> [WHAT TO PRODUCE] Your response should reproduce every line of the entries that contains the word "above".

Collected data entries
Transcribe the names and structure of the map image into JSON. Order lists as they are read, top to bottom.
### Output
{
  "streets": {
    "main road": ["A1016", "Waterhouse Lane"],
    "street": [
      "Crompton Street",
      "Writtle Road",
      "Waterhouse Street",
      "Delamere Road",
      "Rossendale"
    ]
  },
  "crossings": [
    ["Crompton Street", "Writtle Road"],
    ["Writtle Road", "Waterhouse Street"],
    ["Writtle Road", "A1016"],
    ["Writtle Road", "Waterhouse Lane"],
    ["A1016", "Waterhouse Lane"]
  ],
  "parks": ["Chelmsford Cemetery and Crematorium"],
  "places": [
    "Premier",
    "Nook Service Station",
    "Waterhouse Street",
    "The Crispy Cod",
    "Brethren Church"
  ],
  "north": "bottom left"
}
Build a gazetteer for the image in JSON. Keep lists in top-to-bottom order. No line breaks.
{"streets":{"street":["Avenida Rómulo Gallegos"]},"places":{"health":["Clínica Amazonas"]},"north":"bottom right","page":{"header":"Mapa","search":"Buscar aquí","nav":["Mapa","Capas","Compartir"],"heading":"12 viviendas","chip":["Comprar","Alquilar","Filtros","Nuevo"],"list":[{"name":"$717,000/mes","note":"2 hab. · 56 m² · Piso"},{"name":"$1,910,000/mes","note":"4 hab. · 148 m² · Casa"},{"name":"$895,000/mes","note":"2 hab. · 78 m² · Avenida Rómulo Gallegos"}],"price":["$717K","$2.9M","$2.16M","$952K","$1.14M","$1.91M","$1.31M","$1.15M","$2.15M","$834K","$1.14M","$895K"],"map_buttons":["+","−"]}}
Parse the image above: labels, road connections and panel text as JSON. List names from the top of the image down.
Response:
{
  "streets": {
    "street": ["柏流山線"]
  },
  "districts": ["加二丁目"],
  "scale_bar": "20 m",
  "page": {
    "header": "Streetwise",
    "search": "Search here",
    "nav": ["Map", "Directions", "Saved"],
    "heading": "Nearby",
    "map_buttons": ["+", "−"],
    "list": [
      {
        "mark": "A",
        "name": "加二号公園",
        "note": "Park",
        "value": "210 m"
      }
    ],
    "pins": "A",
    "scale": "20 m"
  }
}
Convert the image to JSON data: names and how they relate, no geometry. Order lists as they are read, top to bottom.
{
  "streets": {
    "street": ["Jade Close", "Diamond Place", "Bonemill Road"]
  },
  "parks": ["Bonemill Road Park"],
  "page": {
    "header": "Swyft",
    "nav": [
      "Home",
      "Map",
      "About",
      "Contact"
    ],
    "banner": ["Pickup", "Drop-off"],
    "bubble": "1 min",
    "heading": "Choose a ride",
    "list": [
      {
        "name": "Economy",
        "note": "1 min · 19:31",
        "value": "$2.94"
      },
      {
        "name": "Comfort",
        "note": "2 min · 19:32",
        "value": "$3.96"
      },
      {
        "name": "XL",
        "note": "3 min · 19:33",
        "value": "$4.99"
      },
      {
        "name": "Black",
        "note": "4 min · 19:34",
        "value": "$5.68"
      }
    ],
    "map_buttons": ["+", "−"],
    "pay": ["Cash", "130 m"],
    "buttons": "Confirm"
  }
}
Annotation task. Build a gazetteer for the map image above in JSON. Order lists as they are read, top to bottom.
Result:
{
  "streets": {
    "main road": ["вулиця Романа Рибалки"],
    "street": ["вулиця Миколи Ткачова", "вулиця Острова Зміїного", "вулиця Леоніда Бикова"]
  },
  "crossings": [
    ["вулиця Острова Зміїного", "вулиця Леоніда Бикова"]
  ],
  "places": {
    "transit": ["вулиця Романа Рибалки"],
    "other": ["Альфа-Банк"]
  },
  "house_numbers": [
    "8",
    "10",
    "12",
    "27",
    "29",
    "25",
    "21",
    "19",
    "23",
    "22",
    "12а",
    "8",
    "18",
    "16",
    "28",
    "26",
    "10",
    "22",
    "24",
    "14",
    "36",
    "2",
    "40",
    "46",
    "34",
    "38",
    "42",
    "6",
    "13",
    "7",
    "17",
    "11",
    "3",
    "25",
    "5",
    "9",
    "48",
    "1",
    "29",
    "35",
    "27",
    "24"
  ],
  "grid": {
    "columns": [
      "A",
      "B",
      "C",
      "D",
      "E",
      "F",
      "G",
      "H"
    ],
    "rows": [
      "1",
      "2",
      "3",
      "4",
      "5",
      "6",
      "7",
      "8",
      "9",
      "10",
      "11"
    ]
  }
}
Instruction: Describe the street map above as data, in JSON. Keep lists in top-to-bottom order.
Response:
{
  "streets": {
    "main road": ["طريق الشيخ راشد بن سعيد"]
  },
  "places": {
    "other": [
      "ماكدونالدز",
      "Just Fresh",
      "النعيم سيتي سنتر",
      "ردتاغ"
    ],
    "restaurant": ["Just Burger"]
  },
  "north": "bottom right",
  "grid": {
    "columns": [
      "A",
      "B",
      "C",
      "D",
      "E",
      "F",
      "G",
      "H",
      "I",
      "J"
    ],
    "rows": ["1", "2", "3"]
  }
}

> [OUTPUT]
Parse the image above: labels, road connections and panel text as JSON. List names from the top of the image down.
Annotation task. Build a gazetteer for the map image above in JSON. Order lists as they are read, top to bottom.
Instruction: Describe the street map above as data, in JSON. Keep lists in top-to-bottom order.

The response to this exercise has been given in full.